Compare Immune Repertoires

Using the Compare Immune Repertoires we can compare properties such as diversity and similarity of the immune repertoires characterized by Immune Repertoire Analysis.

To run Compare Immune Repertoires go to the Toolbox and select:

        Tools | QIAseq Panel Expert Tools (Image qiaseq_expert_folder_closed_16_n_p) | QIAseq Immune Repertoire Expert Tools (Image immune_rept_folderclosed_16_n_p) | Compare Immune Repertoires (Image immune_rept_compare_16_n_p)

This opens a dialog where Immune Repertoires (Image immune_rept_table_16_n_p) generated by the Immune Repertoire Analysis tool to be compared can be selected.

Output from Compare Immune Repertoires tool

Three outputs can be generated by the Compare Immune Repertoires tool

  1. Compare Immune Repertoires Report A report containing comparisons of repertoire summary statistics, diversity, etc.

  2. Heat map A heat map with similar repertoires clustered.

  3. Similarity table A table showing the similarity of the immune repertoires for each pair of samples.

Compare Immune Repertoires Report

The Compare Immune Repertoires report contains the following sections:

  1. Summary A summary table showing the total number of clonotyped reads from each sample, as well as the clonotyped reads from each TCR chain for each sample.

  2. Diversity indices A table showing the diversity metrics Observed diversity, Extrapolated diversity (chaoE) and Extrapolated Shannon-Wiener index (chaoE) described in 8.2.2. Additionally, the table contains the diversity metric Interpolated to lowest sample diversity, showing an estimate of the diversity if all the samples had the same number of clonotyped reads as the sample with the lowest number of clonotyped reads.

  3. Scatter plots If exactly two repertoires are compared, this section will contain four scatter plots with the expressions of clonotypes in the two samples.
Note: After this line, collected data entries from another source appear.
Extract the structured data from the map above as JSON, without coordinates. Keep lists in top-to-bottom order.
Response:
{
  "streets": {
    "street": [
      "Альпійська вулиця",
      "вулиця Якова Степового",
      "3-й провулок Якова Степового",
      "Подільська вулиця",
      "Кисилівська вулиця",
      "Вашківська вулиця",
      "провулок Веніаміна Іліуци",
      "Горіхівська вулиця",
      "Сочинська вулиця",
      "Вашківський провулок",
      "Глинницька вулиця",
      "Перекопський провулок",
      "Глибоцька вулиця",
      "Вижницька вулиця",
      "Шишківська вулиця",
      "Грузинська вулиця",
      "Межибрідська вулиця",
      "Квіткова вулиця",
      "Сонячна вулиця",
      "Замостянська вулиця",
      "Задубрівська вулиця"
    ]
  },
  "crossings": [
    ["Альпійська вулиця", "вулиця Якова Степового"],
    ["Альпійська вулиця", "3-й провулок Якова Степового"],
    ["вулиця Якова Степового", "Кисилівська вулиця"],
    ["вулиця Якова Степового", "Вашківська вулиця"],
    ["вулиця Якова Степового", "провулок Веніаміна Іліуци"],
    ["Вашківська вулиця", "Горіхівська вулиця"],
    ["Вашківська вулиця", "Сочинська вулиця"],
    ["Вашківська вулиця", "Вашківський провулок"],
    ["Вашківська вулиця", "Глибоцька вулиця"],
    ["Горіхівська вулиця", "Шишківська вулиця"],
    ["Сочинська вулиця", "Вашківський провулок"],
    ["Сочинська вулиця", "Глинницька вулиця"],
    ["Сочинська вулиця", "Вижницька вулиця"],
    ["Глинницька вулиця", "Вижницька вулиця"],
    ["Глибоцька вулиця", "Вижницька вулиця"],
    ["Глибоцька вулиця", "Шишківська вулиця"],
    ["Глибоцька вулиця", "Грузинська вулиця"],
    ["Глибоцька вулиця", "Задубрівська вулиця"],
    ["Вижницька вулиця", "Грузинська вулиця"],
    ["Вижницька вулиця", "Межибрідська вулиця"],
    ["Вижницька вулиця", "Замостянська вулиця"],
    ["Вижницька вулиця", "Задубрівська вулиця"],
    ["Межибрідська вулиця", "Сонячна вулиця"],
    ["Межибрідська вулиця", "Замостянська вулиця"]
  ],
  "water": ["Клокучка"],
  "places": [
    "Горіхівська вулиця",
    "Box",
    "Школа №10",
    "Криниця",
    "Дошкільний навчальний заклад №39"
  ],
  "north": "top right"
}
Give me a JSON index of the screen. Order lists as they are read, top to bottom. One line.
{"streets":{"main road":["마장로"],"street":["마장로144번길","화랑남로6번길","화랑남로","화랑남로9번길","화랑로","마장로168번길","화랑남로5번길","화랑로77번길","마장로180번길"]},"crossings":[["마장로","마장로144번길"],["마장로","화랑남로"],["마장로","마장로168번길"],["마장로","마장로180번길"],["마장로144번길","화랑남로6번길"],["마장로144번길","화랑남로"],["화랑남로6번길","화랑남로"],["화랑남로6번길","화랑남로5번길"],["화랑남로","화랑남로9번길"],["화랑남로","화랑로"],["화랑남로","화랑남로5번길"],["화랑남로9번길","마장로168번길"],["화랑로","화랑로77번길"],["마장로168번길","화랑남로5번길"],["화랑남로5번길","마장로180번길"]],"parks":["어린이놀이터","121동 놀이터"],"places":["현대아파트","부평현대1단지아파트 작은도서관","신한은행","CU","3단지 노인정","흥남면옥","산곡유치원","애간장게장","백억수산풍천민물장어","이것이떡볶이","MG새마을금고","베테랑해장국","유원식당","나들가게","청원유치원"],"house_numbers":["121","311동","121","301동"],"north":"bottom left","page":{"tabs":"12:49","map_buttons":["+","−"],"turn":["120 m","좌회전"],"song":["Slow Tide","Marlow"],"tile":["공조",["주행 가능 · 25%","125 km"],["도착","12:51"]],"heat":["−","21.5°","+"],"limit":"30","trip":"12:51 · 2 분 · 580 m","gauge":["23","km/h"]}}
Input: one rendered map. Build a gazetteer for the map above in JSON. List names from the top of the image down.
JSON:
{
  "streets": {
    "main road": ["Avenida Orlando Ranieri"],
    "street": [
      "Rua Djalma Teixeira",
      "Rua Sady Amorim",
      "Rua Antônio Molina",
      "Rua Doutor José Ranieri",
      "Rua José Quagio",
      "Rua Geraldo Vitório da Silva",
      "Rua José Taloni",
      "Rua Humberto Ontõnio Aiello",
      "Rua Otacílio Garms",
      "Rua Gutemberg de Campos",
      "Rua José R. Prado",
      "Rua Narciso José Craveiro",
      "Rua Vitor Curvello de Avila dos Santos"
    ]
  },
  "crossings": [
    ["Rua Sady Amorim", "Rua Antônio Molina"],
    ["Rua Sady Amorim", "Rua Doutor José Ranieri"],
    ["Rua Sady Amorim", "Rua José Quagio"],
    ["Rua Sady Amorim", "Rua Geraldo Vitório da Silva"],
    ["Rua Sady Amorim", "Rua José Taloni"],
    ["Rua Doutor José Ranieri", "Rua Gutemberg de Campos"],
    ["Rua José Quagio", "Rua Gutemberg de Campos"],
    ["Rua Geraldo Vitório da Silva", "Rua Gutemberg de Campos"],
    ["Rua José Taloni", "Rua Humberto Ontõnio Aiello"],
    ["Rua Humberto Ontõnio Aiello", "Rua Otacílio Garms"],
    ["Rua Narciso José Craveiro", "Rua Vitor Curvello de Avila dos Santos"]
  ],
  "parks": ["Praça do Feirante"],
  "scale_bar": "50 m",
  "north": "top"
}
The scatter plots are divided by TCR chain. Only clonotypes shared between the two repertoires will be represented in the plot. A distinct clonotype is characterized by its chain, V-segment, J-segment and CDR3 sequence. The expression of each clonotype is shown as its relative frequency, i.e. the clonotypes count divided by the total of counts for the chain.

    Image compare_immune_scatter_plot
    Figure 8.5: Scatter plot with clonotype expression for a particular TCR chain.

  4. Rarefaction A plot with rarefaction curves, also known as species accumulation curve. It shows the expected number of different clonotypes discovered as a function of the total number of clonotyped reads for a particular chain. The curve is extrapolated to twice the total number of clonotyped reads for the most abundant sample.

    Image compare_immune_rarefaction
    Figure 8.6: Rarefaction or species accumulation curve.

  5. CDR3 length A table comparing summary statistics of the CDR3 lengths for the different samples for each TCR chain. The CDR3 lengths are also shown in a box plot.

  6. V and J usage A total of eight bar plots showing the V and J segment usage for each sample and for each TCR chain.

Heat map

For each pair of samples the weighted Jaccard similarity between the two is computed. Let $ X_i$, $ Y_i$ denote the relative frequencies of the $ i$'th clonotype in the first and second sample respectively. The weighted Jaccard similarity is defined as,

$\displaystyle J(X,Y) = \frac{\sum_{i=1}^n \operatorname{min}(X_i, Y_i)}{\sum_{i=1}^n \operatorname{max}(X_i, Y_i)}$ (8.1)

The weighted Jaccard distance is defined as,

$\displaystyle D(X,Y) = 1-J(X,Y)$ (8.2)

Based on the Jaccard distance a heat map is created with the samples clustered hierarchically.

Similarity table

A table showing the Jaccard similarity (eq. 8.1) between each pair of samples.